*Work required*.
Once the line containing "function paint(path, color)" is found in the records below, return it and each following line exactly, up to and including the line containing "c.setLineDash(dash || []);", and nothing else.
Start of Material for this exercise
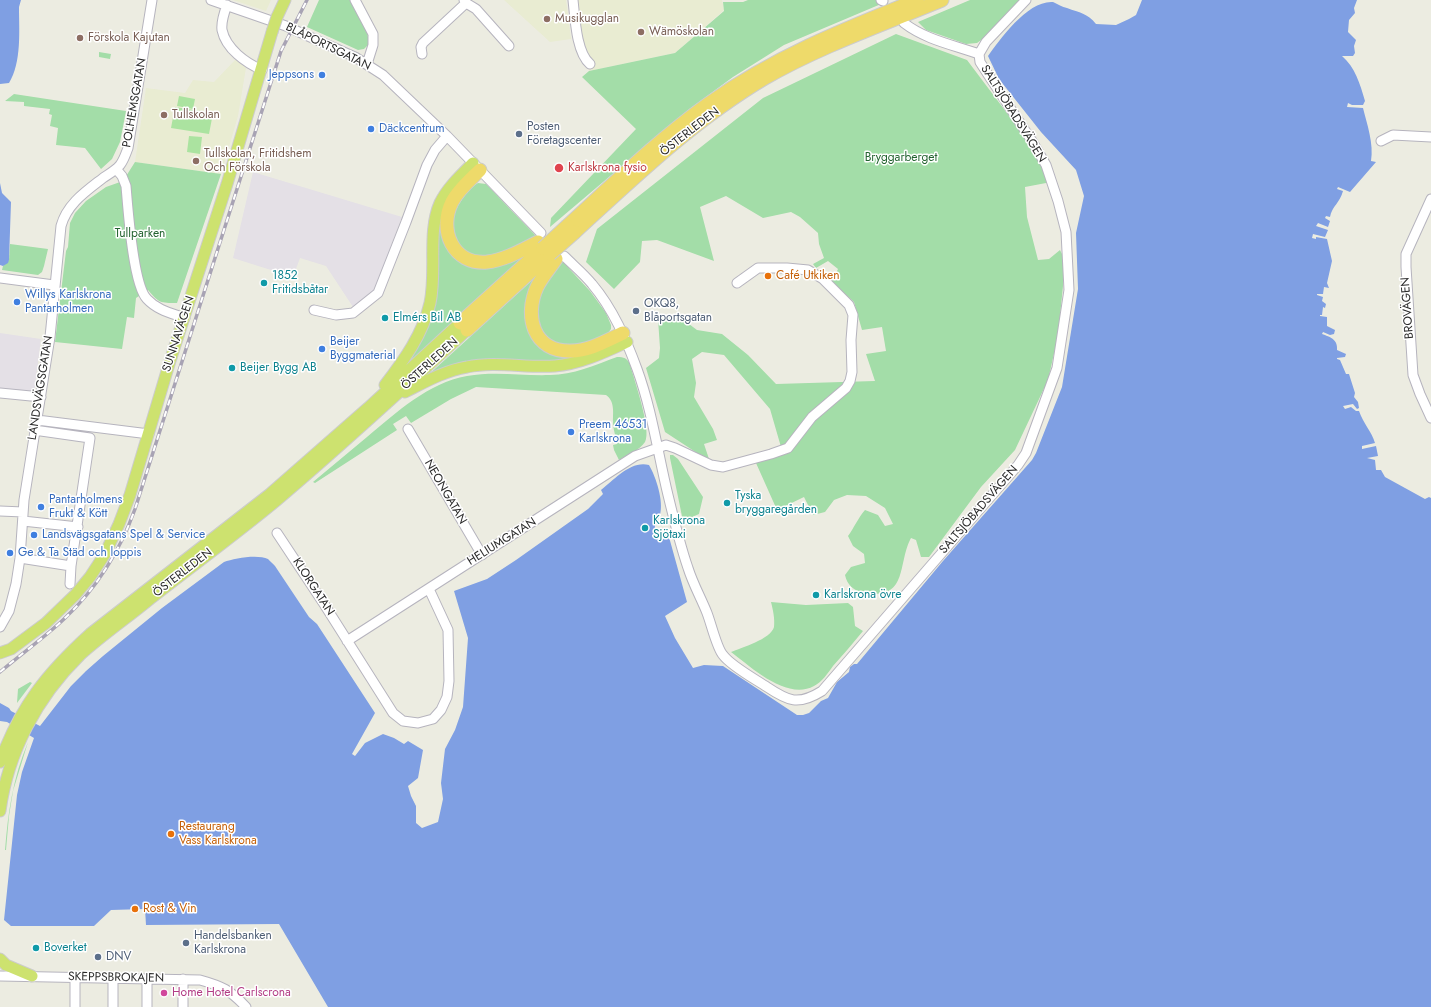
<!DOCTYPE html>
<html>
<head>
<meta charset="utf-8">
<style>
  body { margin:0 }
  canvas { display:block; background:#ecece1 }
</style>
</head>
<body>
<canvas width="1431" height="1007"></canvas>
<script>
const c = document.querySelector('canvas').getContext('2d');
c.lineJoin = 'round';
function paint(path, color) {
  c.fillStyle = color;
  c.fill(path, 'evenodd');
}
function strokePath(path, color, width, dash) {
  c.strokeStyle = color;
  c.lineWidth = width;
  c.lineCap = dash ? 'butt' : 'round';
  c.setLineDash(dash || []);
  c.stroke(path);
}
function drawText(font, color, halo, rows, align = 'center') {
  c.font = font + ' Jost,sans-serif';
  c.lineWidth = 3;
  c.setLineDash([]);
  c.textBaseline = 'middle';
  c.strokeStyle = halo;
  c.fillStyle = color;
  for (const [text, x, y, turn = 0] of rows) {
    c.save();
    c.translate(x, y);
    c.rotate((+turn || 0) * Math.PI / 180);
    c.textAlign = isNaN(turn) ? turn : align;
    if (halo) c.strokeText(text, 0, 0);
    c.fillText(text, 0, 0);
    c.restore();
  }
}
paint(new Path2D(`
  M253 172 402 217 373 293 353 307 326 266 300 258 293 277 233 258Z
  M0 333 41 339 34 394 0 391Z`), '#e4e0e6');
paint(new Path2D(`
  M233 0H271L266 11Z
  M504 0H566L571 39 550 42Z
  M576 0H722L724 10 675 53 589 71Z
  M236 59 246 68 238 116 221 174 135 162 146 88 185 93 193 80 214 82Z`), '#e9ecd2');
paint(new Path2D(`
  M319 0H351C359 14 370 28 368 45L364 49 358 50 307 27Z
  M748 0H877L881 4 784 45 733 77 688 110 550 227 551 218 636 129 582 77 589 71 675 53 724 11 723 2H743Z
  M970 0H1021L984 38 977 43 966 44 926 30 918 22Z
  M896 34 967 60 1019 129 1041 164 1047 179 1046 183 1025 187 1027 217 1038 260 1049 259 1060 250 1063 256V286L1058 336 1048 380 1015 450 981 487 929 557H921L916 540 911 538C897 564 909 600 864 593 854 591 847 585 845 575L851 567 865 563 864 554 853 546 848 536C854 528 858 518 865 510L878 515 885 526 893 524 885 508 866 496 847 495 834 500 825 512 813 515 804 497 777 510 756 463 781 447 770 409 724 355 702 352 692 359 696 383 694 397 713 429 717 440 704 444 709 459 697 453 665 432 646 368 659 358 660 348 658 319 677 315 697 330 722 334 748 355 776 384 875 381 866 354 886 351 882 327 862 330 854 302 832 282 838 269 828 261 816 268 813 264 824 258 819 244 818 233 800 217 791 212 763 218 726 196 700 207 714 261 657 240 642 241 640 262 614 289 586 262 597 229 763 98Z
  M99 52 111 54 110 59 99 57Z
  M14 94 126 111 120 142 112 159 101 169 85 148 56 145 58 128 50 126 52 115 49 114 50 109 24 106V102L5 101Z
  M135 162 221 174 177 303C160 303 159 303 148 290L136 298 134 318 127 317 122 349 55 342 66 251 68 247 70 223 75 213 86 201 106 187 123 181Z
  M478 183 486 184 536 236C520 246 492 262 472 256 464 253 459 246 456 239 454 235 452 231 452 227 451 213 466 190 478 183Z
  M459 187 444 241 448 250 455 258 529 253 405 366 424 332 436 225Z
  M10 244 48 249 44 266 42 272 38 275 2 270 3 266 9 260Z
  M562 261 590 291 606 313 611 325V329L608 333 599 338 579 345H560L551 341 543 334 536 316 541 291 554 269Z
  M538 275 529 331 534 342 543 350 558 357 581 355 578 359 530 362 426 377Z
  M617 357C624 357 627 358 630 364 634 380 652 430 645 442 640 450 627 455 619 460L614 450 613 445 617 444C616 437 613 429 613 422 613 413 615 401 606 395L476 387 451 399 411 423 406 416 393 424 397 430 315 483 313 482C331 467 349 452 367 437 397 412 428 383 467 376 495 371 522 376 550 375 573 375 595 365 617 357Z
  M670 455H673L678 459 703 497 699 514 683 521 670 458Z
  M771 602 806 605 848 603 853 607 855 626 863 631C853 643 843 655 833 666 828 673 822 682 814 686 787 701 751 667 731 652 741 648 771 639 774 627 775 619 773 610 771 602Z
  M30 682 32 683 17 703 18 689Z
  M28 742 13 791 9 816 6 850H5C8 811 13 778 28 742Z`), '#a3dda8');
paint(new Path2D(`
  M179 96 195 99 193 109 177 106Z
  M175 107 213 113 209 134 171 128Z
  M189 136 202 137 200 154 187 152Z`), '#abe3a0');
paint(new Path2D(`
  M0 0H21L19 7C19 30 22 62 9 83L0 84Z
  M1142 0H1357L1354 8 1355 13 1349 20 1348 32 1356 40 1354 46 1355 53 1353 56H1342C1355 67 1360 84 1365 101L1363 105H1352L1348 103 1347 107 1363 108C1367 124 1374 144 1371 161L1376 162 1350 192 1338 187 1337 189 1343 191C1340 203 1332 206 1330 217L1326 216 1325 218 1330 221 1328 227 1318 223 1316 226 1328 230 1325 237 1313 234 1312 238 1316 239V237L1327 239 1332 261 1327 283 1329 288 1324 287 1323 294H1317V295L1323 297 1322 301 1326 304 1325 308 1323 307 1322 315H1320V316L1327 317V326L1335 330 1334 334 1330 335 1323 332 1322 334C1330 337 1338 339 1337 350L1346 354 1345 357 1337 358V359L1340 360 1346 374H1349L1355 393 1354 397 1358 402 1359 408 1357 409 1353 404 1343 406 1345 409 1351 407 1356 411H1359C1363 423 1372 432 1375 443L1362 446V449L1376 446 1378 456 1367 458 1375 460 1376 470H1381L1385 477 1425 499 1429 497 1431 498V1007H328L279 924 146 925 145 909 111 910 94 926H11L4 920 17 795 22 772 34 738 7 722 0 721V703L9 708 11 711 40 726 71 686 86 671 103 656 162 608 224 562C234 558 258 554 268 559 270 561 273 564 275 566L309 617 317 624 375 713 352 754 355 756 365 743 383 734 394 738 404 744 408 741 423 750 418 778 408 786 411 796 416 806V823L422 828 438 822 443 799 441 783 445 749 455 730 463 707 468 638 454 591 487 579 516 560 588 509 603 494 601 490C614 480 631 460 649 465 656 477 664 501 660 515 658 521 654 523 655 530L669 537 687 602 665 616 675 638 693 668 704 665 723 666 797 715H803L809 713 821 701 828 698 837 682 849 672 850 667 854 664H857L943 561 1032 460 1036 453 1062 387 1078 289 1076 233 1084 196 1076 170 1041 132 999 79 988 56C1000 39 1028 0 1053 2 1058 4 1062 7 1067 8 1080 13 1087 13 1096 24L1116 25 1129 19 1136 15Z
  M0 183 2 193 11 202 9 260 8 263 3 266 0 265Z`), '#7f9fe3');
const minor = new Path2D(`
  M211 0 286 26 310 37 355 57 383 75 447 136 541 233
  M355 0 373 34V45L367 64
  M464 0 466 3 476 9 509 46
  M573 0C575 17 576 52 590 64
  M881 0 883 1
  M227 5C224 13 221 22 222 30 226 49 246 63 262 70
  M904 23C926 40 954 45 979 54
  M422 54 421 47 423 43 466 3
  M1381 141 1393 135 1431 137
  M116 169 122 176 126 186C128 209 133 285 147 299 157 310 171 313 185 318
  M1431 199 1406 254V267L1413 375 1420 394 1431 418
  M564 256C574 266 584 274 592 284 613 309 626 339 637 369 652 410 658 454 668 495 674 520 680 545 688 568 693 584 701 598 707 613 711 623 717 649 723 655 731 666 755 679 767 687 788 701 798 706 822 691L1018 465 1026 453 1057 368 1069 290 1066 232 1058 201 1046 165 1032 141 989 76 980 62 979 54 986 42 1026 0
  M0 278 54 285
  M314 310 336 315 353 313 378 293 406 222 427 165 435 150 447 136
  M0 393 41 397
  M37 420 149 434
  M408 429 482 555
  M34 430 90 438 71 566 70 584
  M0 511 23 512
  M23 521 78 527
  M277 533 324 604 393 713 403 721 418 723 433 719 441 710 447 697 449 681 448 630 429 589
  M20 558 71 566
  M0 627 9 611 16 584 20 558 24 500 50 337 61 226C67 204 85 192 103 178 109 174 116 170 120 165 124 160 126 153 128 148L152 0
  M347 641 635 456 666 445 675 448 711 465 723 467 771 454 788 448 812 417 846 388 850 381 852 372 851 340 853 315 849 305 823 279 808 270 787 268H758L737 283
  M0 976 200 980C222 986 230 990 246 1007
  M75 978V1007
  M147 979V1007
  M113 1007V979
  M183 1007V979`);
const major = new Path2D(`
  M277 17 285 0
  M385 385C404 360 423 334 430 303 437 271 427 232 440 203 447 188 461 175 473 163
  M405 392C425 382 444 371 467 367 496 361 525 368 555 366 580 364 603 353 627 342
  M0 653 11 649 46 623 75 595 90 577 105 554 119 524 130 495 170 361 227 184 272 32
  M0 762C20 707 47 673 90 634L270 494 368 408 460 323
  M0 811C8 752 37 697 80 655 102 635 127 618 150 599 192 566 236 534 277 500 342 445 404 388 467 330
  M0 959 6 965 32 976`);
const highway = new Path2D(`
  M480 170C470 180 458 190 452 202 438 230 453 265 487 262 505 260 522 250 538 242
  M567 226C613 184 658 140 708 104 774 57 842 30 917 0
  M575 232C635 177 694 120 765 78 821 46 882 25 942 0
  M556 259C550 268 542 277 537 287 524 316 533 352 571 351 589 351 606 341 623 333
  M460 323 543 248
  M467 330 550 254`);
strokePath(minor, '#b6b4be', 11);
strokePath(major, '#ccc', 13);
strokePath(highway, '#ccc', 15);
strokePath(minor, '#fff', 9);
strokePath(major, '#cde26f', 11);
strokePath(highway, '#eeda6a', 13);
const rail = new Path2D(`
  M0 672C21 654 44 638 64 619 96 589 120 551 135 509L281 51 307 0`);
strokePath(rail, '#a8a3b4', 3.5);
strokePath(rail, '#fff', 2, [6]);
const majorBridge = new Path2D(`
  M272 32 277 17`);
const highwayBridge = new Path2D(`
  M543 248 567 226
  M550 254 575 232`);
strokePath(majorBridge, '#ccc', 13, []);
strokePath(highwayBridge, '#ccc', 15, []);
strokePath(majorBridge, '#cde26f', 11);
strokePath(highwayBridge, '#eeda6a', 13);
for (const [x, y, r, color] of [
  [547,19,4,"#8d6e63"],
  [641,32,4,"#8d6e63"],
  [80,38,4,"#8d6e63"],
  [322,75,4,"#3f7fe0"],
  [164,115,4,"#8d6e63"],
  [371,129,4,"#3f7fe0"],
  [519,134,4,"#5c6f8a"],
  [196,161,4,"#8d6e63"],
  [559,168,5,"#e0444e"],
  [768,276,4,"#e8710a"],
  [264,283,4,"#0f9aa8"],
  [17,302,4,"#3f7fe0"],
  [636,311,4,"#5c6f8a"],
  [385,318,4,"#0f9aa8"],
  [322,349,4,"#3f7fe0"],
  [232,368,4,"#0f9aa8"],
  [571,432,4,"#3f7fe0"],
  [727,503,4,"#0f9aa8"],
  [41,507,4,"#3f7fe0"],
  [645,528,4,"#0f9aa8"],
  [34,535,4,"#3f7fe0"],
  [10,553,4,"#3f7fe0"],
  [816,595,4,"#0f9aa8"],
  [171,834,4,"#e8710a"],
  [135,909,4,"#e8710a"],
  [186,943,4,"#5c6f8a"],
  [36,948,4,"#0f9aa8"],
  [98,957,4,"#5c6f8a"],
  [164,993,4,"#d1479c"]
]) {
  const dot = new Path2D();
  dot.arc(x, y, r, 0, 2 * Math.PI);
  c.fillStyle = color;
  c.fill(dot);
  strokePath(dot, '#fff', 1.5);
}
drawText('12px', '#785e54', '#fff', [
  ["Musikugglan",555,19],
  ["Wämöskolan",649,32],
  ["Förskola Kajutan",88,38],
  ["Tullskolan",172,115],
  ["Tullskolan, Fritidshem",204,154],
  ["Och Förskola",204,168]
], 'left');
drawText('12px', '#2c2c2c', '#fff', [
  ["BLÅPORTSGATAN",328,47,26],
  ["POLHEMSGATAN",135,103,-80],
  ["SALTSJÖBADSVÄGEN",1013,114,58],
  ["ÖSTERLEDEN",690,132,-38],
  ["BROVÄGEN",1408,308,-94],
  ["SUNNAVÄGEN",179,334,-72],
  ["ÖSTERLEDEN",430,364,-42],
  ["LANDSVÄGSGATAN",41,388,-81],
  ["NEONGATAN",445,492,60],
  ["SALTSJÖBADSVÄGEN",979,510,-49],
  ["HELIUMGATAN",502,542,-32],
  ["ÖSTERLEDEN",183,573,-38],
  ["KLORGATAN",313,587,57],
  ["SKEPPSBROKAJEN",116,978,1]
]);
drawText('12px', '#366cbe', '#fff', [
  ["Jeppsons",314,75,"right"],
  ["Däckcentrum",379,129],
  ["Willys Karlskrona",25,295],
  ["Pantarholmen",25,309],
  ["Beijer",330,342],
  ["Byggmaterial",330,356],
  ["Preem 46531",579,425],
  ["Karlskrona",579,439],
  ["Pantarholmens",49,500],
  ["Frukt & Kött",49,514],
  ["Landsvägsgatans Spel & Service",42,535],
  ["Ge & Ta Städ och loppis",18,553]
], 'left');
drawText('12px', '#4e5e75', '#fff', [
  ["Posten",527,127],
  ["Företagscenter",527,141],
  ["OKQ8,",644,304],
  ["Blåportsgatan",644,318],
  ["Handelsbanken",194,936],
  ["Karlskrona",194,950],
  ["DNV",106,957]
], 'left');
drawText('12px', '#236330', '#fff', [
  ["Bryggarberget",901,158],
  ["Tullparken",140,234]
]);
drawText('12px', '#be3a42', '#fff', [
  ["Karlskrona fysio",568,168]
], 'left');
drawText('12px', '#0d838f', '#fff', [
  ["1852",272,276],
  ["Fritidsbåtar",272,290],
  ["Elmérs Bil AB",393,318],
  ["Beijer Bygg AB",240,368],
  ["Tyska",735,496],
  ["bryggaregården",735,510],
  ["Karlskrona",653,521],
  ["Sjötaxi",653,535],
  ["Karlskrona övre",824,595],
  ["Boverket",44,948]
], 'left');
drawText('12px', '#c56008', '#fff', [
  ["Café Utkiken",776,276],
  ["Restaurang",179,827],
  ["Vass Karlskrona",179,841],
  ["Rost & Vin",143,909]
], 'left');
drawText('12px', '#b23c85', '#fff', [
  ["Home Hotel Carlscrona",172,993]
], 'left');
</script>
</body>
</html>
End of Material for this exercise
*Response to this task*.
function paint(path, color) {
  c.fillStyle = color;
  c.fill(path, 'evenodd');
}
function strokePath(path, color, width, dash) {
  c.strokeStyle = color;
  c.lineWidth = width;
  c.lineCap = dash ? 'butt' : 'round';
  c.setLineDash(dash || []);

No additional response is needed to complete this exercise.